La manifestation de ce samedi, la plus importante qu’ait connue Sanaa dans son histoire, a rassemblé plus d’un million de personnes qui ont déferlé sur la capitale depuis l’aube jusqu’au soir, en provenance de toutes les régions du pays. Les manifestants ont salué la formation du nouveau Conseil suprême politique et ont exprimé leur soutien aux nouveaux dirigeants.
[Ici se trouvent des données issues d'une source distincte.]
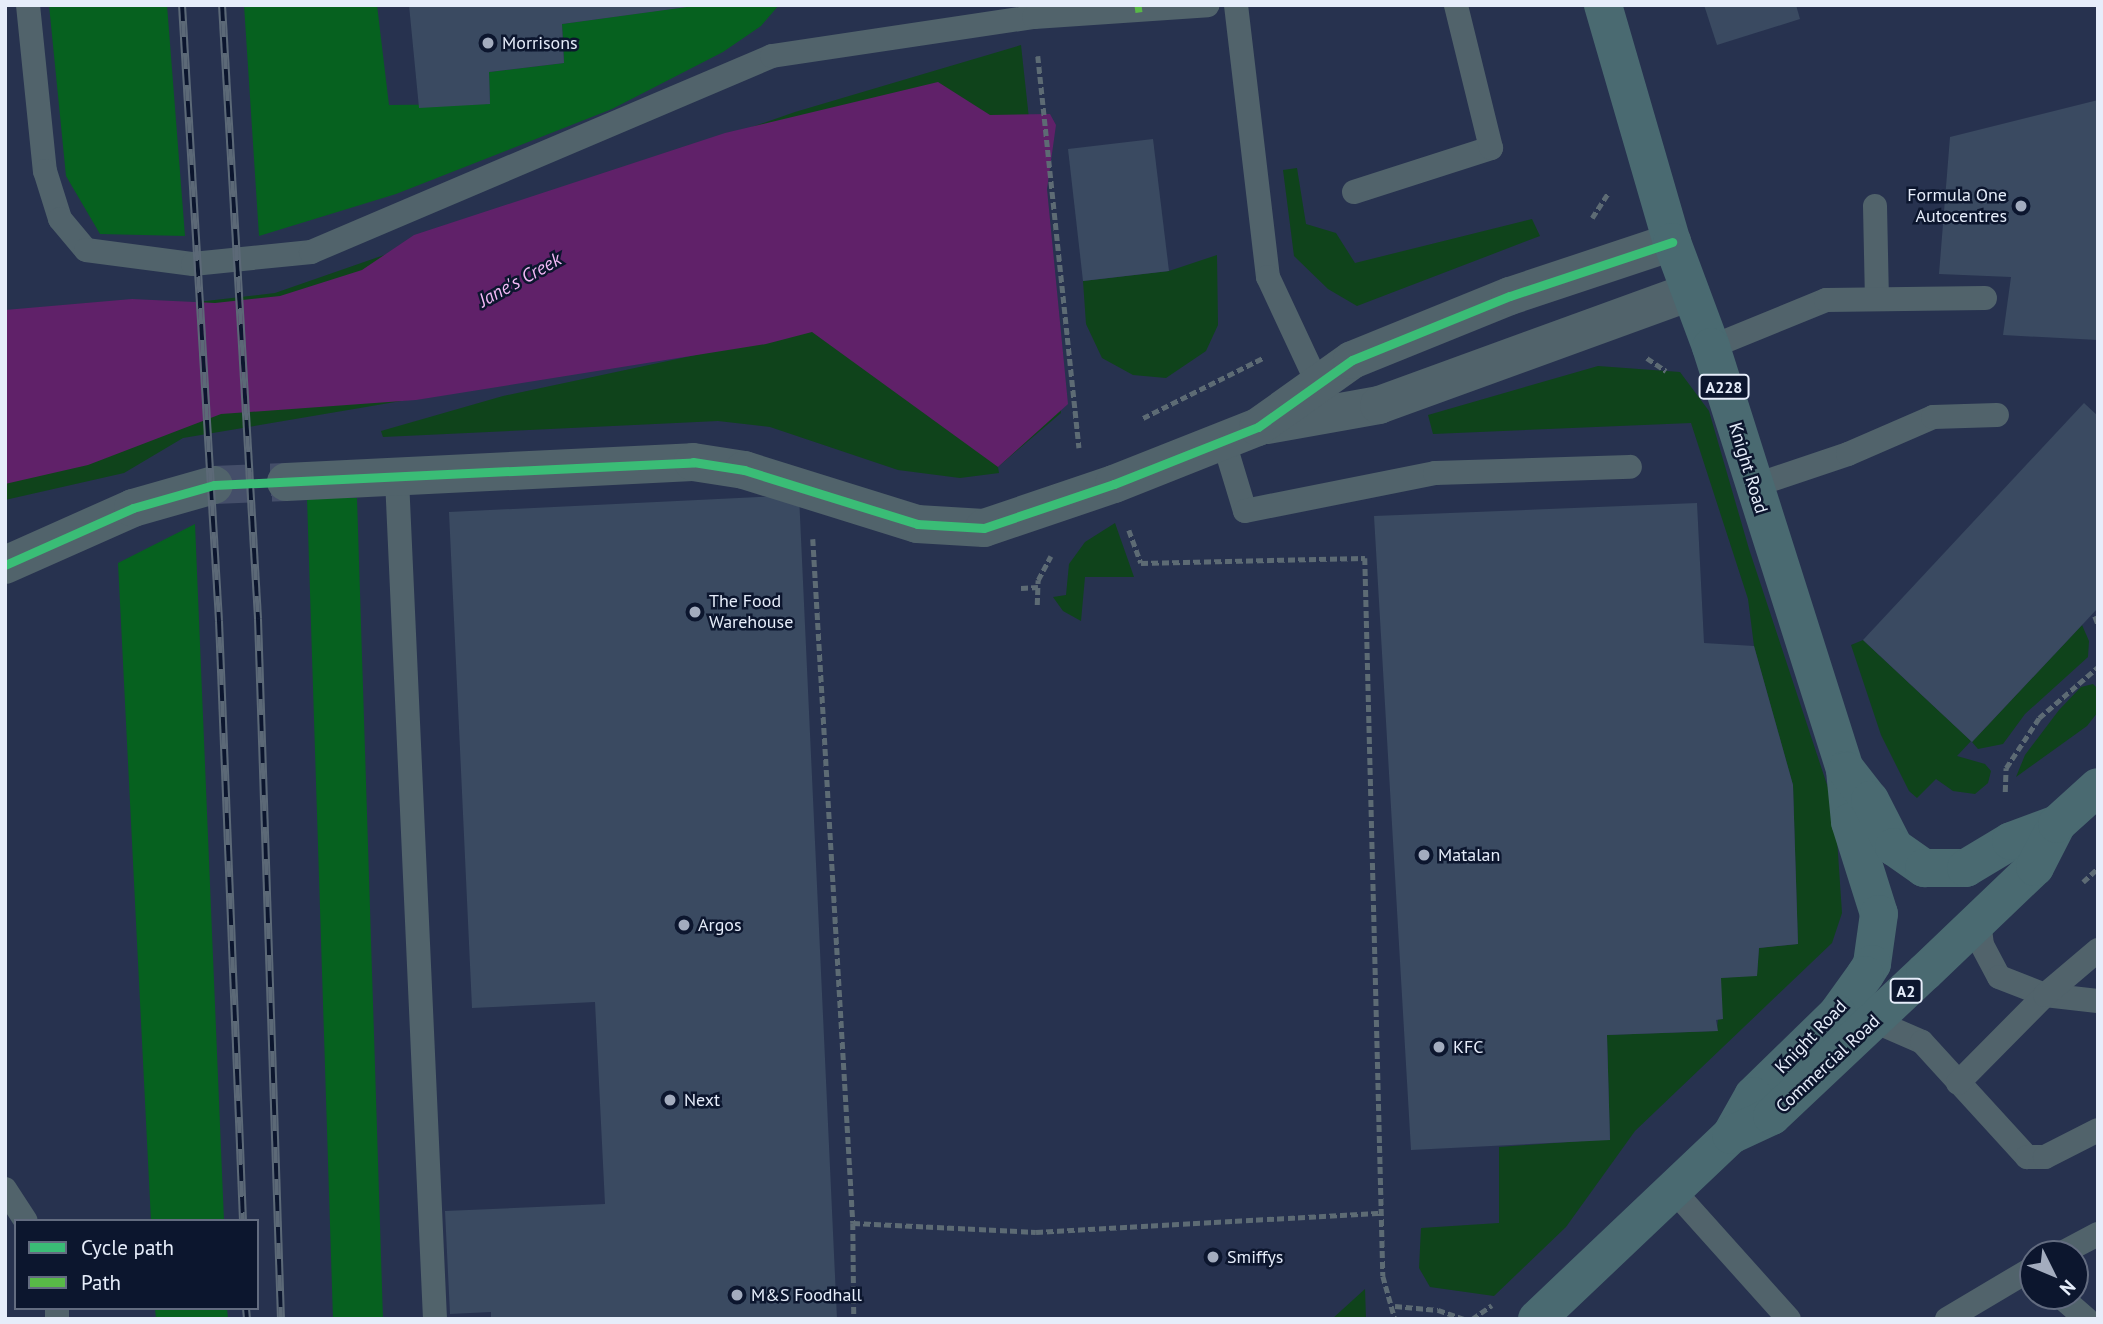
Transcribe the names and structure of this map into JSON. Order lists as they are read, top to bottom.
{
  "streets": {
    "main road": [
      "A228",
      "Knight Road",
      "A2",
      "Commercial Road"
    ]
  },
  "crossings": [
    ["Knight Road", "Commercial Road"]
  ],
  "water": ["Jane's Creek"],
  "places": [
    "Morrisons",
    "Formula One Autocentres",
    "The Food Warehouse",
    "Matalan",
    "Argos",
    "KFC",
    "Next",
    "Smiffys",
    "M&S Foodhall"
  ],
  "legend": ["Cycle path", "Path"],
  "north": "bottom right"
}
Ils ont aussi signifié au monde entier leur volonté «d’émancipation de la tutelle saoudienne» en scandant : «Nous ne nous soumettrons pas !». L’aviation de la coalition saoudienne n’a pas hésité à prendre pour cible les manifestants et lancer plusieurs raids dans le quartier où se déroulait le rassemblement et sur d’autres villes du Yémen, comme à l’accoutumée, rapporte la presse yéménite.
«Nous ne nous soumettrons pas !»
Le Conseil politique qui vient d’être légitimé par le peuple yéménite a été créé après l’échec des dernières négociations inter-yéménites sous les hospices de l’ONU au Koweït, faute de compromis entre les parties en conflit. La délégation du gouvernement Hadi, soutenue par Riyad, s’est refusée au dernier moment de faire des concessions à la délégation de Sanaa (Ansar Allah et parti de l’ancien président Ali Abdallah Salah), exigeant de ces derniers de remette les armes et de quitter les positions qu’ils occupent. Ce qui, dans les faits, signifiait une reddition pure et simple. Or, le rapport de forces sur le terrain des opérations militaires n’est pas en faveur de Riyad, malgré les effets d’annone sur des victoires fictives. Les comités populaires et l’armée restée fidèle à Ali Abdallah Salah, ont tenu en échec la coalition saoudienne aidée par les Etats-Unis et d’autres pays occidentaux.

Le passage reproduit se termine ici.